Your suggestions sound very interesting and practical. If I understand correctly, refactoring the PackedUserOperation.callData to include validUntil and validAfter shouldn't be too much of a lift. Here's an example implementation based on your recommendation. Does this look like what we're aiming for?

Example Implementation

Extract ValidUntil and ValidAfter

/// @notice Extract the validUntil and validAfter from the call data
/// @param callData the call data
///
/// @return validUntil the valid until timestamp
/// @return validAfter the valid after timestamp
/// @return actualCallData the actual call data of the user operation
function extractValidUntilAndValidAfter(bytes calldata callData)
    internal
    pure
    returns (uint256 validUntil, uint256 validAfter, bytes memory actualCallData)
{
    require(callData.length >= 24, "Invalid callData length");

    validUntil = abi.decode(callData[:12], (uint256));
    validAfter = abi.decode(callData[12:24], (uint256));
    actualCallData = callData[24:];

    return (validUntil, validAfter, actualCallData);
}

Validate Signature

/// @notice Validate the signature of the user operation
///
/// @param userOp the user operation
/// @param userOpHash the hash of the user operation
///
/// @return validationData the validation data (0 if successful)
/// NOTE: Implements the template method of BaseAccount
function _validateSignature(UserOperation calldata userOp, bytes32 userOpHash)
    internal
    virtual
    override
    returns (uint256 validationData)
{
    (uint256 validUntil, uint256 validAfter,) = extractValidUntilAndValidAfter(userOp.callData);

    if (block.timestamp < validAfter || block.timestamp > validUntil) {
        return SIG_VALIDATION_FAILED;
    }

    bytes32 hash = keccak256(abi.encodePacked("\x19Ethereum Signed Message:\n32", userOpHash));

    (address recovered, ECDSA.RecoverError recoverError, bytes32 errorArg) =
        ECDSA.tryRecover(hash, userOp.signature);

    if (recoverError == ECDSA.RecoverError.InvalidSignature) {
        revert Errors.AtomWallet_InvalidSignature();
    } else if (recoverError == ECDSA.RecoverError.InvalidSignatureLength) {
        revert Errors.AtomWallet_InvalidSignatureLength(uint256(errorArg));
    } else if (recoverError == ECDSA.RecoverError.InvalidSignatureS) {
        revert Errors.AtomWallet_InvalidSignatureS(errorArg);
    }

    if (recovered != owner()) {
        return SIG_VALIDATION_FAILED;
    }

    return 0;
}

Let me know if this meets the requirements or if any adjustments are needed, and thanks once again for your efforts to make our protocol better and more secure, we really appreciate it.

[0x3b33]

That's a great implementation. Only a few minor things (not sure if they are gonna be needed, but to mention them just in case):

validUntil is 6-byte timestamp value, or zero for “infinite”. The UserOp is valid only up to this time. validAfter is 6-byte timestamp. The UserOp is valid only after this time.
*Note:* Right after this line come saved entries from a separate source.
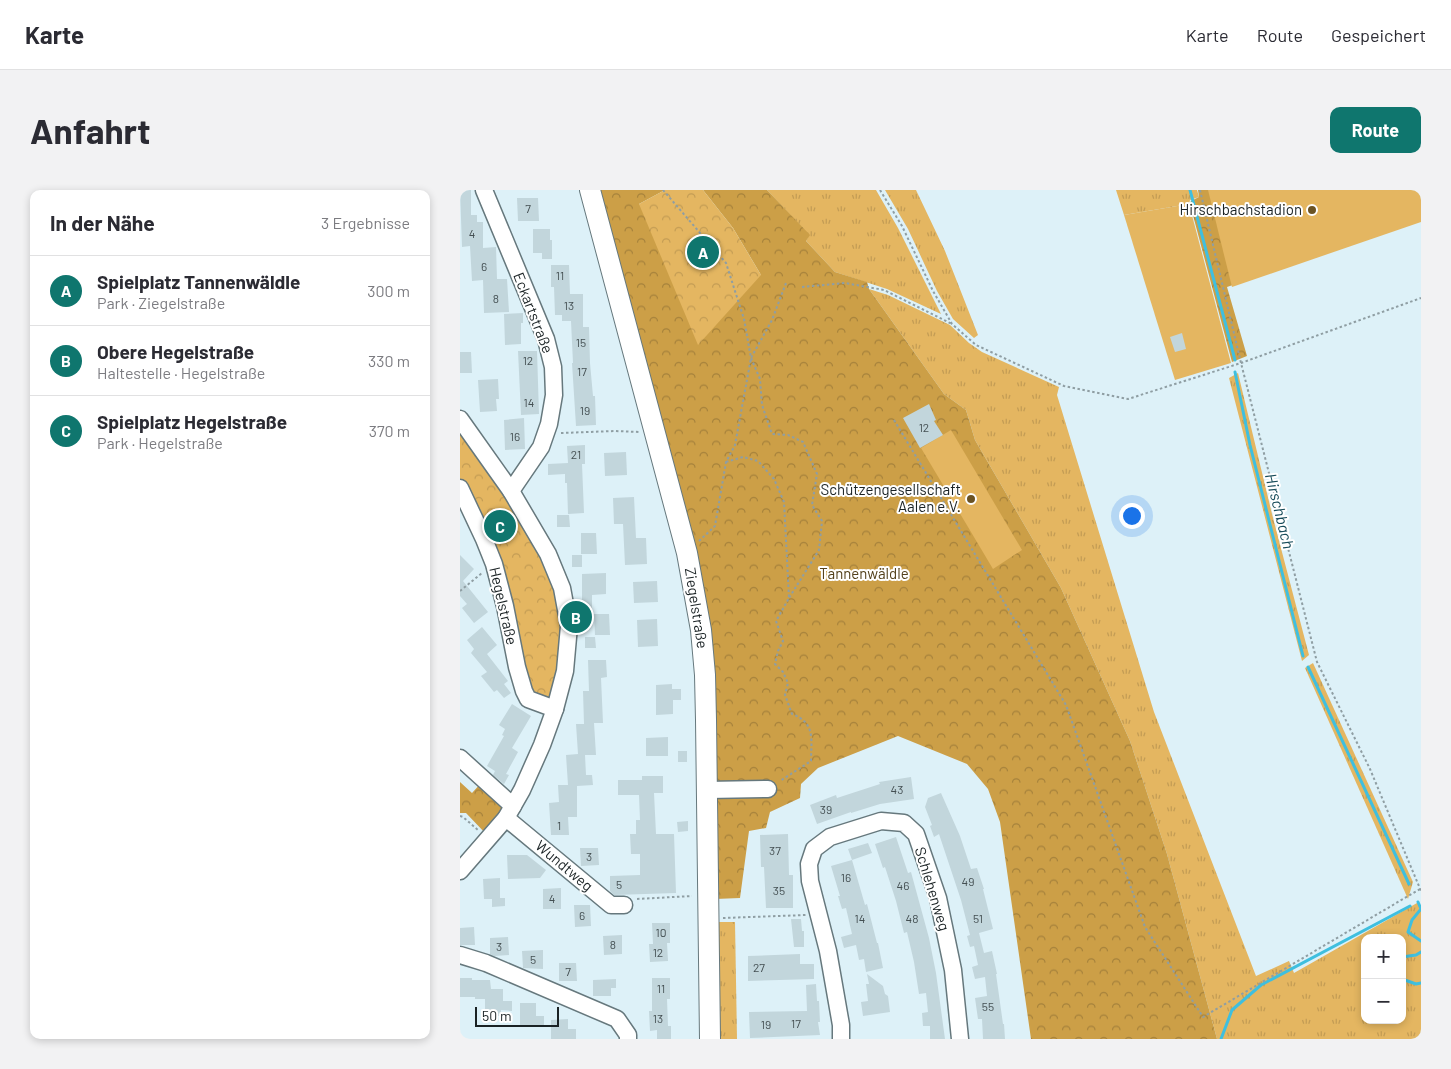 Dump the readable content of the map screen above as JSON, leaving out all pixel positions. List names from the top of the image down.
{
  "streets": {
    "main road": ["Ziegelstraße"],
    "street": [
      "Eckartstraße",
      "Hegelstraße",
      "Wundtweg",
      "Schlehenweg"
    ]
  },
  "water": ["Hirschbach"],
  "parks": ["Tannenwäldle"],
  "places": ["Hirschbachstadion", "Schützengesellschaft Aalen e.V."],
  "house_numbers": [
    "7",
    "4",
    "6",
    "11",
    "8",
    "13",
    "15",
    "12",
    "17",
    "14",
    "19",
    "12",
    "16",
    "21",
    "43",
    "39",
    "1",
    "37",
    "3",
    "16",
    "49",
    "5",
    "46",
    "35",
    "4",
    "6",
    "14",
    "48",
    "51",
    "10",
    "8",
    "3",
    "12",
    "5",
    "27",
    "7",
    "11",
    "55",
    "13",
    "17",
    "19"
  ],
  "scale_bar": "50 m",
  "page": {
    "header": "Karte",
    "nav": ["Karte", "Route", "Gespeichert"],
    "buttons": "Route",
    "title": "Anfahrt",
    "heading": ["In der Nähe", "3 Ergebnisse"],
    "pins": ["A", "C", "B"],
    "list": [
      {
        "mark": "A",
        "name": "Spielplatz Tannenwäldle",
        "note": "Park · Ziegelstraße",
        "value": "300 m"
      },
      {
        "mark": "B",
        "name": "Obere Hegelstraße",
        "note": "Haltestelle · Hegelstraße",
        "value": "330 m"
      },
      {
        "mark": "C",
        "name": "Spielplatz Hegelstraße",
        "note": "Park · Hegelstraße",
        "value": "370 m"
      }
    ],
    "map_buttons": ["+", "−"],
    "scale": "50 m"
  }
} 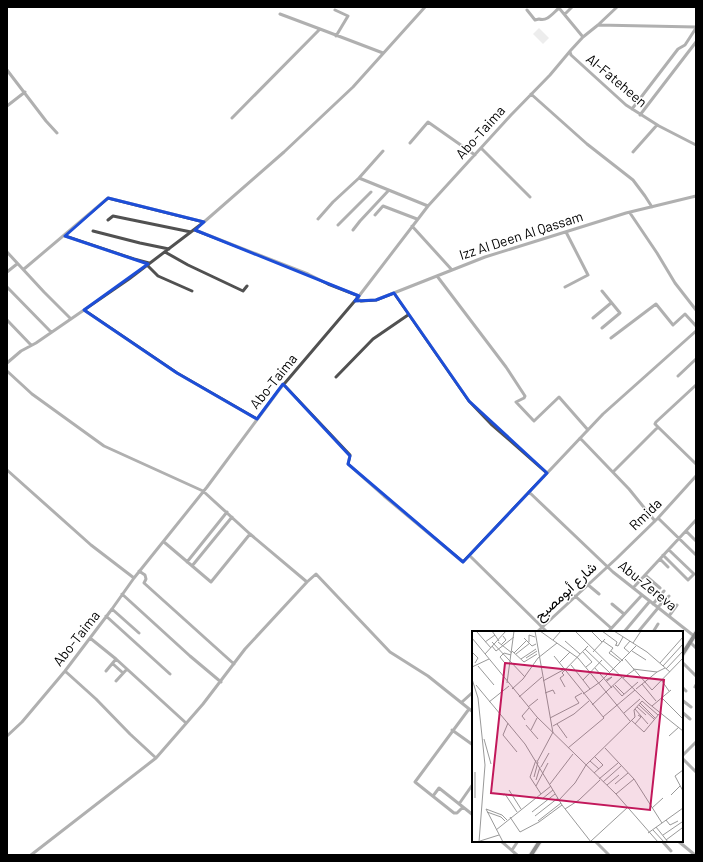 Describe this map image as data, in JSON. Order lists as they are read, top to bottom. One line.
{"streets":{"street":["Al-Fateheen","Abo-Taima","Izz Al Deen Al Qassam","Rmida","Abu-Zereva","شارع أبومصبح"]},"crossings":[["Al-Fateheen","Abo-Taima"],["Abo-Taima","Izz Al Deen Al Qassam"],["Rmida","Abu-Zereva"],["Rmida","شارع أبومصبح"],["Abu-Zereva","شارع أبومصبح"]]} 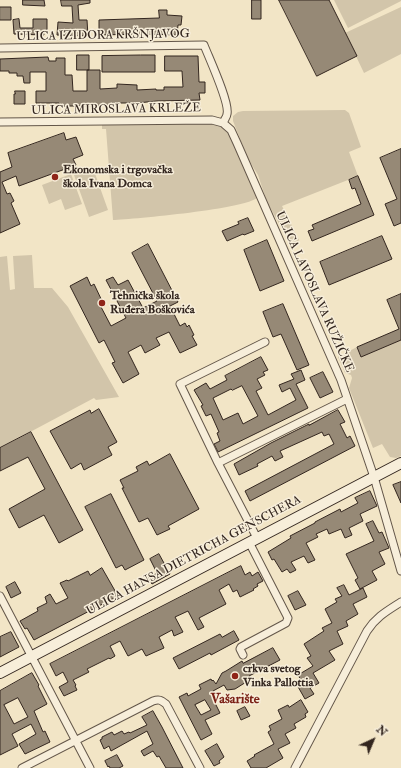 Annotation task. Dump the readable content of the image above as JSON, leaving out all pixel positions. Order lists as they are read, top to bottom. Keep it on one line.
{"streets":{"main road":["ULICA HANSA DIETRICHA GENSCHERA"],"street":["ULICA IZIDORA KRŠNJAVOG","ULICA MIROSLAVA KRLEŽE","ULICA LAVOSLAVA RUŽIČKE"]},"crossings":[["ULICA IZIDORA KRŠNJAVOG","ULICA MIROSLAVA KRLEŽE"],["ULICA IZIDORA KRŠNJAVOG","ULICA LAVOSLAVA RUŽIČKE"],["ULICA MIROSLAVA KRLEŽE","ULICA LAVOSLAVA RUŽIČKE"],["ULICA LAVOSLAVA RUŽIČKE","ULICA HANSA DIETRICHA GENSCHERA"]],"districts":["Vašarište"],"places":["Ekonomska i trgovačka škola Ivana Domca","Tehnička škola Ruđera Boškovića","crkva svetog Vinka Pallottia"],"north":"top right"} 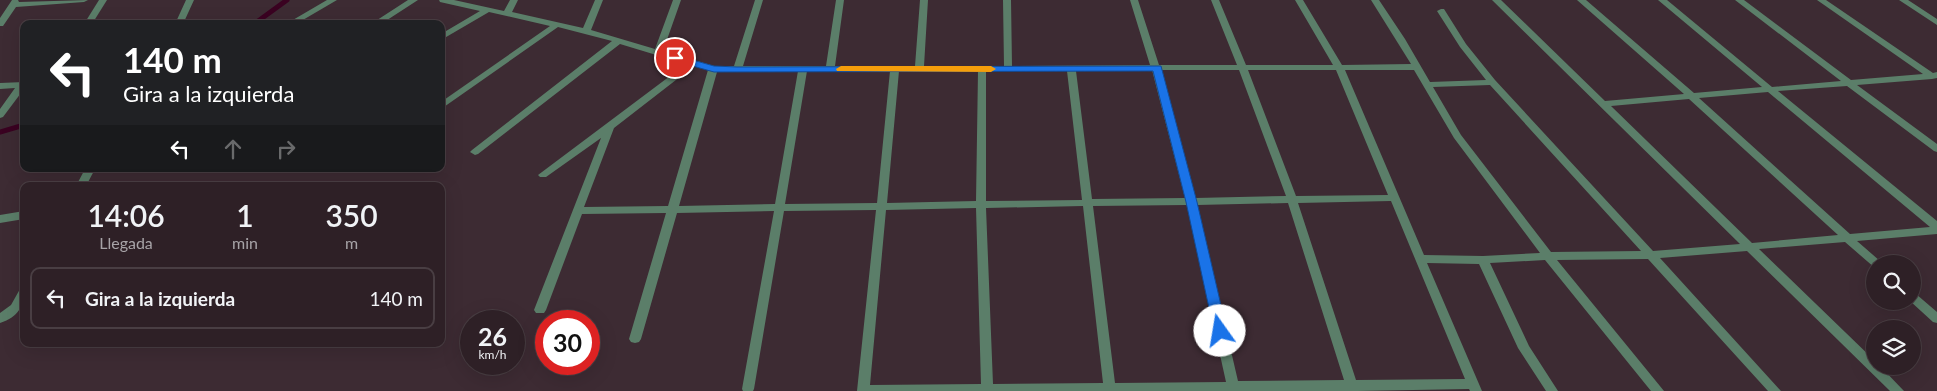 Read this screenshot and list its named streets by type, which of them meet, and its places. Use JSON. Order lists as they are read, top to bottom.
{
  "page": {
    "turn": ["140 m", "Gira a la izquierda"],
    "eta": [
      "14:06",
      "Llegada",
      "1",
      "min",
      "350",
      "m"
    ],
    "list": [
      {
        "name": "Gira a la izquierda",
        "value": "140 m"
      }
    ],
    "speed": "26 km/h",
    "limit": "30"
  }
} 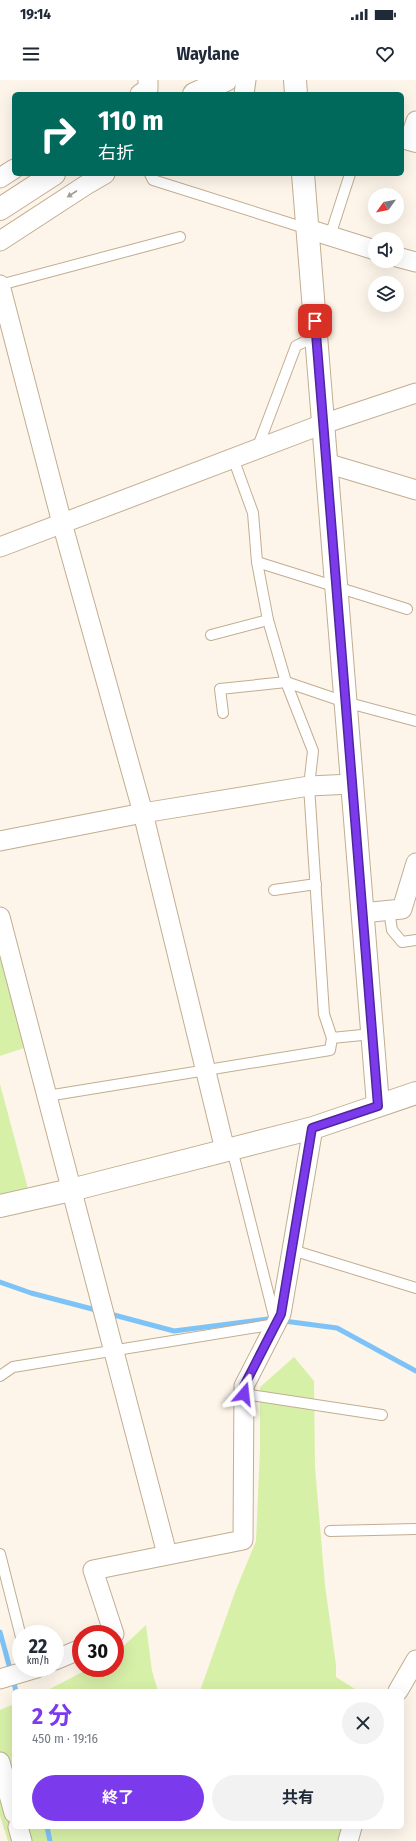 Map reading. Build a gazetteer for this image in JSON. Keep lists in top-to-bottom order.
{
  "north": "bottom left",
  "page": {
    "status": "19:14",
    "header": "Waylane",
    "turn": ["110 m", "右折"],
    "speed": "22 km/h",
    "limit": "30",
    "heading": ["2 分", "450 m · 19:16"],
    "buttons": ["終了", "共有"]
  }
} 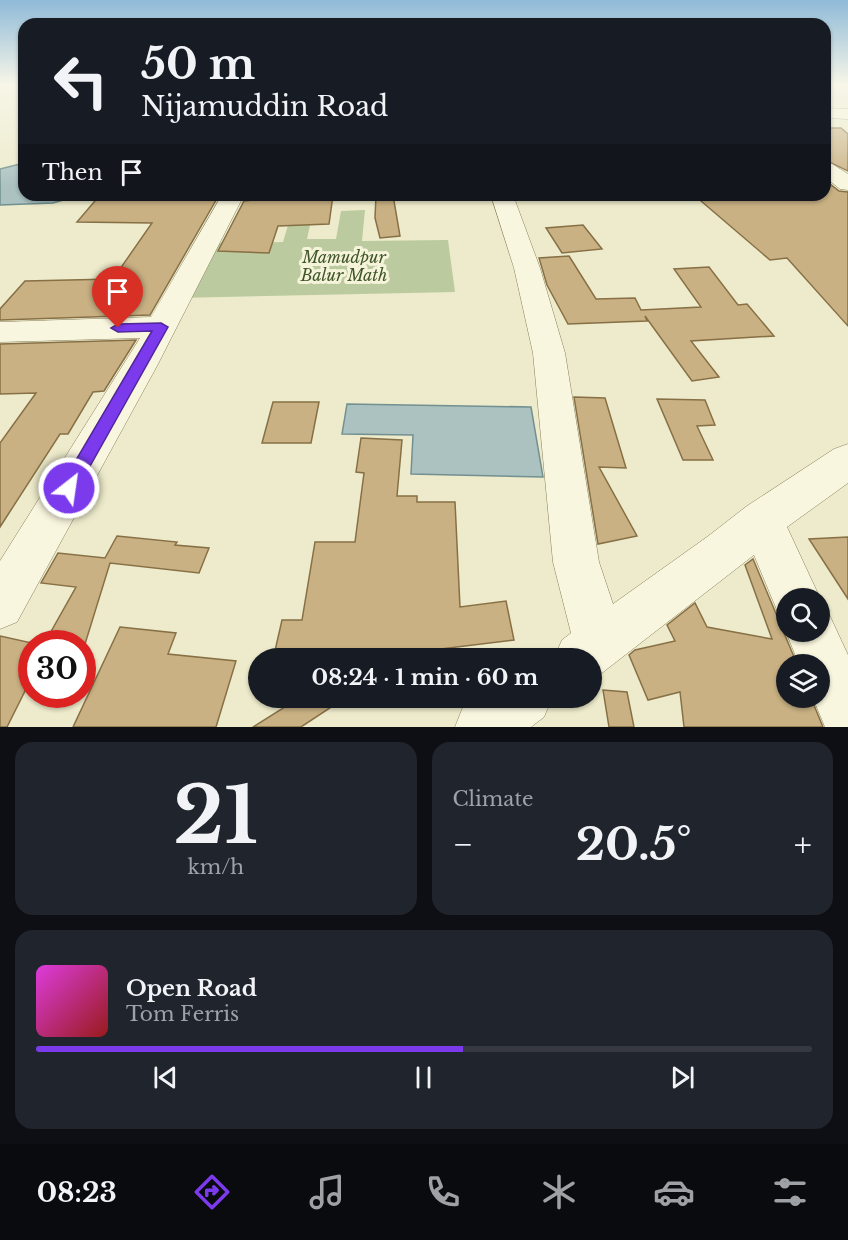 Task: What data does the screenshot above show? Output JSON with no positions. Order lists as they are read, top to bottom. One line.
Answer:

• validUntil can be 0, meaning there won't be an expiration
• also both terms are exclusive, meaning they need to be block.timestamp <= validAfter || block.timestamp >= validUntil

Here is the slight change:

    if (block.timestamp <= validAfter || (block.timestamp >= validUntil && validUntil != 0)) {
        return SIG_VALIDATION_FAILED;
    }

and thanks once again for your efforts to make our protocol better and more secure, we really appreciate it.

No problem, it's my job to (and life) to help protocols and developers. If you need any help with other issues feel free to tag me in 🫡.

[mihailo-maksa]

I really appreciate your advice regarding this issue. This new change makes a lot more sense now. We truly value your dedication and mission-driven attitude. Thanks once again, and we hope to work together with you again soon!